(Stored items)

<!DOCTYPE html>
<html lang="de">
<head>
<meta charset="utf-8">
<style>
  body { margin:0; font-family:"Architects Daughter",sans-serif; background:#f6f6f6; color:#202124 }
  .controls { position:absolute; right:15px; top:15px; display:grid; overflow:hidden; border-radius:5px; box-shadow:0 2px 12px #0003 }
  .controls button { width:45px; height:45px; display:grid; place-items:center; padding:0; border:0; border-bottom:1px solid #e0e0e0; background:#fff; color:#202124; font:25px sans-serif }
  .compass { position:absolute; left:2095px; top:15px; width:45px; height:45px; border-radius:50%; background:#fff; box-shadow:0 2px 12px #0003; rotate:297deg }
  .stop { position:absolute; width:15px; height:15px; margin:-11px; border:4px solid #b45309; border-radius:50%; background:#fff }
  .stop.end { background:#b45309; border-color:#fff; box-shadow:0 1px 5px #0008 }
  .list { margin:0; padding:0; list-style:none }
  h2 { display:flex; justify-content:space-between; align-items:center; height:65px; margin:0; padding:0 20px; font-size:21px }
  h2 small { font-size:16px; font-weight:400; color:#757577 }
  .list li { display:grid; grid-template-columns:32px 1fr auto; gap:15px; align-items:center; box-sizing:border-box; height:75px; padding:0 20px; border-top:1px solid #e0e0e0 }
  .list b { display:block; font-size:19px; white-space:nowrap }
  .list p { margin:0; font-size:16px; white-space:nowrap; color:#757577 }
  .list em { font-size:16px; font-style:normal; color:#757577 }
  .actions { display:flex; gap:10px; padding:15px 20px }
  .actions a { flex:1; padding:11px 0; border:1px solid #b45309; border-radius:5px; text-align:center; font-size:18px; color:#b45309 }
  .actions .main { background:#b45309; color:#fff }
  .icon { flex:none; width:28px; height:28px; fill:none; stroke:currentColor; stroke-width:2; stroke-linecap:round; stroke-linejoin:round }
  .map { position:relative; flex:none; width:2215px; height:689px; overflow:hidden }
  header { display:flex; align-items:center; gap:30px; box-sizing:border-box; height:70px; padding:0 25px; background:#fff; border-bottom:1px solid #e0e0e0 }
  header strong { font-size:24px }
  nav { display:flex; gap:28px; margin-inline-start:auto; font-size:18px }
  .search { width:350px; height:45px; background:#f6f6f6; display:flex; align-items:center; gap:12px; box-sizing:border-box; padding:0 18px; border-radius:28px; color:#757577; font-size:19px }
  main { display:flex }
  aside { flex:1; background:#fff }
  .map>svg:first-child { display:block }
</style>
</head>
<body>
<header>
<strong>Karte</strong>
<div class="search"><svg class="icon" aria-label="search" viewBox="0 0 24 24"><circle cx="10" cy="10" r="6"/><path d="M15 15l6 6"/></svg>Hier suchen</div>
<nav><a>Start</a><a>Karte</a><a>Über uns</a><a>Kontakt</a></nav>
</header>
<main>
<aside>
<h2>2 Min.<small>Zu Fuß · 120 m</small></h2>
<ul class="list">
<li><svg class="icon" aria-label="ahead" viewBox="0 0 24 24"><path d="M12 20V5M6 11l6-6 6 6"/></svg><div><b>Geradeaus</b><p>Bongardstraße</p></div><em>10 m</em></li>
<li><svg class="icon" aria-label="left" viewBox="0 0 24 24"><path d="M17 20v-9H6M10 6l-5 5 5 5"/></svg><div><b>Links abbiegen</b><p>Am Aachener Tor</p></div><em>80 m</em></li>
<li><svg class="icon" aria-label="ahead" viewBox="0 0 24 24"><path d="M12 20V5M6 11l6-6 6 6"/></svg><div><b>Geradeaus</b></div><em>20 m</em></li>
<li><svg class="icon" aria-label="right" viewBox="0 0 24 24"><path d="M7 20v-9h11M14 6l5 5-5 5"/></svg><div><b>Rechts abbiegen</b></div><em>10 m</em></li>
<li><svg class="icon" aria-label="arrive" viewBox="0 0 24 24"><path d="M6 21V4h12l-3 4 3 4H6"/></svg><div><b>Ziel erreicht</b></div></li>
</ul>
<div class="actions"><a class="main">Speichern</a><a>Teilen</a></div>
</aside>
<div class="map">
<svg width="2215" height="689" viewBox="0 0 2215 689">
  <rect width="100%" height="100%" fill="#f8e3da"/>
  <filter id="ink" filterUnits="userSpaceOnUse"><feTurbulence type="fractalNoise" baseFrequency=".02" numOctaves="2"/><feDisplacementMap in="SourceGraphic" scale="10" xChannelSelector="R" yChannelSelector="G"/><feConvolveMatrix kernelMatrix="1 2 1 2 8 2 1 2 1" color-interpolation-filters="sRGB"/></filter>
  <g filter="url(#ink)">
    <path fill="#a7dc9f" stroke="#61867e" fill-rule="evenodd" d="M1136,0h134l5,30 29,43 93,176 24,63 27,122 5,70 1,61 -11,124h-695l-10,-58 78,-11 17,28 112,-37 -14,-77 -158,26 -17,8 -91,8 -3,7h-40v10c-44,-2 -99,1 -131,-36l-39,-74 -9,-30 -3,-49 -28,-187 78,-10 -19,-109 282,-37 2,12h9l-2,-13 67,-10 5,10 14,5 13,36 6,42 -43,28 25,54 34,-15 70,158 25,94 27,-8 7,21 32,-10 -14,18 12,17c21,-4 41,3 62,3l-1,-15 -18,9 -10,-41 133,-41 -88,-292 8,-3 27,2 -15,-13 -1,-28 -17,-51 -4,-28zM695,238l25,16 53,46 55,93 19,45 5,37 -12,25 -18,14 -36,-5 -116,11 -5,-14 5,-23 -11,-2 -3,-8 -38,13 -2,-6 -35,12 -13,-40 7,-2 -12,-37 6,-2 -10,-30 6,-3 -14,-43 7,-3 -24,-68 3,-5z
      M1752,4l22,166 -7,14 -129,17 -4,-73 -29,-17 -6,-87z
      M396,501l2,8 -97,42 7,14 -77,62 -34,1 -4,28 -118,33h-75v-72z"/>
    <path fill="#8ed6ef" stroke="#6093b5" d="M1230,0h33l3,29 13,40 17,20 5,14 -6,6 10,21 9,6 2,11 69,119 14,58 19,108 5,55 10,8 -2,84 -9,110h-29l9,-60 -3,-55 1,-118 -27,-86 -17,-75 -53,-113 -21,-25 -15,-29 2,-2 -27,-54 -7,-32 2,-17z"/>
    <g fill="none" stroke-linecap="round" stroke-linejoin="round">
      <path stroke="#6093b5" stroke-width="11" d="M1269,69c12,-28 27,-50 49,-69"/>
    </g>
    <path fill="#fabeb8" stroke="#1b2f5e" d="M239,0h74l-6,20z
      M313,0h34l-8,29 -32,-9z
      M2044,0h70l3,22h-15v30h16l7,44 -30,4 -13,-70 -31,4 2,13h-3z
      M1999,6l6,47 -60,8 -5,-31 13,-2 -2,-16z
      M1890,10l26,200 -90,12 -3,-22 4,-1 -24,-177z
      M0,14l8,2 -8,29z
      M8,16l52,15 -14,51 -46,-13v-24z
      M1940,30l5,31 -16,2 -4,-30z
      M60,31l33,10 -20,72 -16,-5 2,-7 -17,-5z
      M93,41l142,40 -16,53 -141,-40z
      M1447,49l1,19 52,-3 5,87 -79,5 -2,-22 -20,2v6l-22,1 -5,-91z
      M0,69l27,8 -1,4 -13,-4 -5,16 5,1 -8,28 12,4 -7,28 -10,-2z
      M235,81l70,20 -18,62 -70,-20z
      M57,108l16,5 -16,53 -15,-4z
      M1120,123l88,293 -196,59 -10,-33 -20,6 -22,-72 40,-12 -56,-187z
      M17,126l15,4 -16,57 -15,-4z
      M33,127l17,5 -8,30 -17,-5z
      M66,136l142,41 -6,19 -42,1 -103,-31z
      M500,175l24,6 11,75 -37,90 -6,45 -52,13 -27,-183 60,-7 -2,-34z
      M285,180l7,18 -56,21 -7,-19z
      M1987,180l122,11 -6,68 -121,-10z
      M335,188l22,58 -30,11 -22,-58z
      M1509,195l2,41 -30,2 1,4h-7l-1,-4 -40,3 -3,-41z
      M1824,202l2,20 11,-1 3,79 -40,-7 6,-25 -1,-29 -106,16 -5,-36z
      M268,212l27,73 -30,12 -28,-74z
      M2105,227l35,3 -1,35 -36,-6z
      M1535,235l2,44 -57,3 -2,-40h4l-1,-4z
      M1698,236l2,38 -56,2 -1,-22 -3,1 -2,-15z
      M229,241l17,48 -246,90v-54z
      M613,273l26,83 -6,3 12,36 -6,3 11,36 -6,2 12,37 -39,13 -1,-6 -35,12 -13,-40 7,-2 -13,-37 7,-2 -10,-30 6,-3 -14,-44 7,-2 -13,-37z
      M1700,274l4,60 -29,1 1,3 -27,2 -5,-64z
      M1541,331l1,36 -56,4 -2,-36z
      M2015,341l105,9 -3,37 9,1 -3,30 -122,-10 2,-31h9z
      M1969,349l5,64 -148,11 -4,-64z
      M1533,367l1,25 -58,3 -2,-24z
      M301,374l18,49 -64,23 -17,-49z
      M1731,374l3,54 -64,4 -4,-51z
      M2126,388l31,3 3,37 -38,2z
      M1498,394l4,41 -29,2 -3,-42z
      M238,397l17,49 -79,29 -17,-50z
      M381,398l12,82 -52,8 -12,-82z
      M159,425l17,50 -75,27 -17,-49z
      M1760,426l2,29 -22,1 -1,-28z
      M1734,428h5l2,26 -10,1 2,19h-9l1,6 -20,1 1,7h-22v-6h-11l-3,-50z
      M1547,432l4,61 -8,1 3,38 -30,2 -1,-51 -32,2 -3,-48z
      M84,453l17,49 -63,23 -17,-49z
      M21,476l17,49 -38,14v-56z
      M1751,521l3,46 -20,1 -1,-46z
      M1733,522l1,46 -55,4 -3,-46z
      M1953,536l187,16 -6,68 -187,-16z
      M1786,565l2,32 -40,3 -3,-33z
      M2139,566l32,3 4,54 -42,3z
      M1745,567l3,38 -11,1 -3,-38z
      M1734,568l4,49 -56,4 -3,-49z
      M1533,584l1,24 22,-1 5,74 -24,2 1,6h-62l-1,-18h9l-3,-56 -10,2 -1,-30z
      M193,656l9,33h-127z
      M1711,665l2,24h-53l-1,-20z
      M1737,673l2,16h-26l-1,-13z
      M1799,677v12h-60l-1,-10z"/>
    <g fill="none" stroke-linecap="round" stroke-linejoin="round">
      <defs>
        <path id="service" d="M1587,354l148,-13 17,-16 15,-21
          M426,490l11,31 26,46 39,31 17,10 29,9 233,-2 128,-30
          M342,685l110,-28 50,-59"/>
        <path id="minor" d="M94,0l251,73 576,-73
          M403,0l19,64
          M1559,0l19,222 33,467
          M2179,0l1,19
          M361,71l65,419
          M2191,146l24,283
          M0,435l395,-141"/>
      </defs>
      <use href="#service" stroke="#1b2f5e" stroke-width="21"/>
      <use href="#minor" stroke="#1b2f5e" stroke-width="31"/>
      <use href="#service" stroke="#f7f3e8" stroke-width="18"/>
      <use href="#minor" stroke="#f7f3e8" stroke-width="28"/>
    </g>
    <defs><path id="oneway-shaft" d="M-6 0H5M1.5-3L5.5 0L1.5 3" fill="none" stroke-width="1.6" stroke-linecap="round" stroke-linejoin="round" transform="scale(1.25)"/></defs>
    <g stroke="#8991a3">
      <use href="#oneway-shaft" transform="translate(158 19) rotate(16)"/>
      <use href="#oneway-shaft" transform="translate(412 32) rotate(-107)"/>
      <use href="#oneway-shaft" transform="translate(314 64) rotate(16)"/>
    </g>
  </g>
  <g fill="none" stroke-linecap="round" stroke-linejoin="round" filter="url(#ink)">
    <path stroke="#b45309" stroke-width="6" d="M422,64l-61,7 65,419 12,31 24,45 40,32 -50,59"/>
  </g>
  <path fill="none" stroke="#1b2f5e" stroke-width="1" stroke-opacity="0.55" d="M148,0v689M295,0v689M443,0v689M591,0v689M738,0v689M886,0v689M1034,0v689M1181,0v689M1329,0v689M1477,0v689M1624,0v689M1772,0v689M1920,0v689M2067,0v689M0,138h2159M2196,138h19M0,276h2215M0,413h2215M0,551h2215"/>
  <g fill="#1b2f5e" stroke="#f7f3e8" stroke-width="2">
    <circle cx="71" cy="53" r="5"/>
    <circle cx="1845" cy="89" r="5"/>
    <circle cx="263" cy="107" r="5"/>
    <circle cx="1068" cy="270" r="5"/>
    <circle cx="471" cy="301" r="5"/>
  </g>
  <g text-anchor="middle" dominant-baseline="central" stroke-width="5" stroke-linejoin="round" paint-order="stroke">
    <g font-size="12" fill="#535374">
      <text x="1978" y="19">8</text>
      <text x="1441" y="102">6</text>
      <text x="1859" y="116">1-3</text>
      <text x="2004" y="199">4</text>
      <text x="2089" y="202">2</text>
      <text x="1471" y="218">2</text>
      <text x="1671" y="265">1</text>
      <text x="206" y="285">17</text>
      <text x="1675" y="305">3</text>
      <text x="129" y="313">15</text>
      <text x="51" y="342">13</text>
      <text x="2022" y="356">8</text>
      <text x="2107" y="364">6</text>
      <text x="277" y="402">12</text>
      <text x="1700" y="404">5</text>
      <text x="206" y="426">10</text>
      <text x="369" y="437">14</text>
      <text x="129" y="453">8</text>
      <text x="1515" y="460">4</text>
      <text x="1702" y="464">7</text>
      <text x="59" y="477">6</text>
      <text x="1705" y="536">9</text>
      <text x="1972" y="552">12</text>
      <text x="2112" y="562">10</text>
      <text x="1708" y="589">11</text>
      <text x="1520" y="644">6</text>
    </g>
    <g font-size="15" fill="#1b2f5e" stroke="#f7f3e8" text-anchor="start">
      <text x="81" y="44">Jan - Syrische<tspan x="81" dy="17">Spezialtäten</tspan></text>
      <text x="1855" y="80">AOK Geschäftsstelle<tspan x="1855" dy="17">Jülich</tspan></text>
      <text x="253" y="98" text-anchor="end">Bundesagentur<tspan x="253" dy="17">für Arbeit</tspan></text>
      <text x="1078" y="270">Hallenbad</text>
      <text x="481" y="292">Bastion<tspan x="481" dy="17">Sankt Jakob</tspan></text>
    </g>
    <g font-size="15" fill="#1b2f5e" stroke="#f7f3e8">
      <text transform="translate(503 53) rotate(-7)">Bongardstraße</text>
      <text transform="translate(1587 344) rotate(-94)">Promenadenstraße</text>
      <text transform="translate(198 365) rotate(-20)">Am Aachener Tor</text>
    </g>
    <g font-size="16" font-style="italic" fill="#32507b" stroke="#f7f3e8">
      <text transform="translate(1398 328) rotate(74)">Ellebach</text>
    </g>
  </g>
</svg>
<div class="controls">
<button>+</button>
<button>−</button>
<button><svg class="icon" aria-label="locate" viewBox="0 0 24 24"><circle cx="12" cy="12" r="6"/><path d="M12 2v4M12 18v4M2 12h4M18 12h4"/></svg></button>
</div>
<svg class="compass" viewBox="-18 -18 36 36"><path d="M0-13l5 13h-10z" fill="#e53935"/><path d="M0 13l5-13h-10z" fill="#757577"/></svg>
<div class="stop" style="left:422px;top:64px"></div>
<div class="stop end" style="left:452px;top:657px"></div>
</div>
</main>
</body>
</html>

(What to produce) Please output exactly the lines between the one holding "M1447,49l1,19 52,-3 5,87" and the one holding "M1734,568l4,49 -56,4 -3,-49z" in the records above, inclusive, and nothing more.

(Task result)
      M1447,49l1,19 52,-3 5,87 -79,5 -2,-22 -20,2v6l-22,1 -5,-91z
      M0,69l27,8 -1,4 -13,-4 -5,16 5,1 -8,28 12,4 -7,28 -10,-2z
      M235,81l70,20 -18,62 -70,-20z
      M57,108l16,5 -16,53 -15,-4z
      M1120,123l88,293 -196,59 -10,-33 -20,6 -22,-72 40,-12 -56,-187z
      M17,126l15,4 -16,57 -15,-4z
      M33,127l17,5 -8,30 -17,-5z
      M66,136l142,41 -6,19 -42,1 -103,-31z
      M500,175l24,6 11,75 -37,90 -6,45 -52,13 -27,-183 60,-7 -2,-34z
      M285,180l7,18 -56,21 -7,-19z
      M1987,180l122,11 -6,68 -121,-10z
      M335,188l22,58 -30,11 -22,-58z
      M1509,195l2,41 -30,2 1,4h-7l-1,-4 -40,3 -3,-41z
      M1824,202l2,20 11,-1 3,79 -40,-7 6,-25 -1,-29 -106,16 -5,-36z
      M268,212l27,73 -30,12 -28,-74z
      M2105,227l35,3 -1,35 -36,-6z
      M1535,235l2,44 -57,3 -2,-40h4l-1,-4z
      M1698,236l2,38 -56,2 -1,-22 -3,1 -2,-15z
      M229,241l17,48 -246,90v-54z
      M613,273l26,83 -6,3 12,36 -6,3 11,36 -6,2 12,37 -39,13 -1,-6 -35,12 -13,-40 7,-2 -13,-37 7,-2 -10,-30 6,-3 -14,-44 7,-2 -13,-37z
      M1700,274l4,60 -29,1 1,3 -27,2 -5,-64z
      M1541,331l1,36 -56,4 -2,-36z
      M2015,341l105,9 -3,37 9,1 -3,30 -122,-10 2,-31h9z
      M1969,349l5,64 -148,11 -4,-64z
      M1533,367l1,25 -58,3 -2,-24z
      M301,374l18,49 -64,23 -17,-49z
      M1731,374l3,54 -64,4 -4,-51z
      M2126,388l31,3 3,37 -38,2z
      M1498,394l4,41 -29,2 -3,-42z
      M238,397l17,49 -79,29 -17,-50z
      M381,398l12,82 -52,8 -12,-82z
      M159,425l17,50 -75,27 -17,-49z
      M1760,426l2,29 -22,1 -1,-28z
      M1734,428h5l2,26 -10,1 2,19h-9l1,6 -20,1 1,7h-22v-6h-11l-3,-50z
      M1547,432l4,61 -8,1 3,38 -30,2 -1,-51 -32,2 -3,-48z
      M84,453l17,49 -63,23 -17,-49z
      M21,476l17,49 -38,14v-56z
      M1751,521l3,46 -20,1 -1,-46z
      M1733,522l1,46 -55,4 -3,-46z
      M1953,536l187,16 -6,68 -187,-16z
      M1786,565l2,32 -40,3 -3,-33z
      M2139,566l32,3 4,54 -42,3z
      M1745,567l3,38 -11,1 -3,-38z
      M1734,568l4,49 -56,4 -3,-49z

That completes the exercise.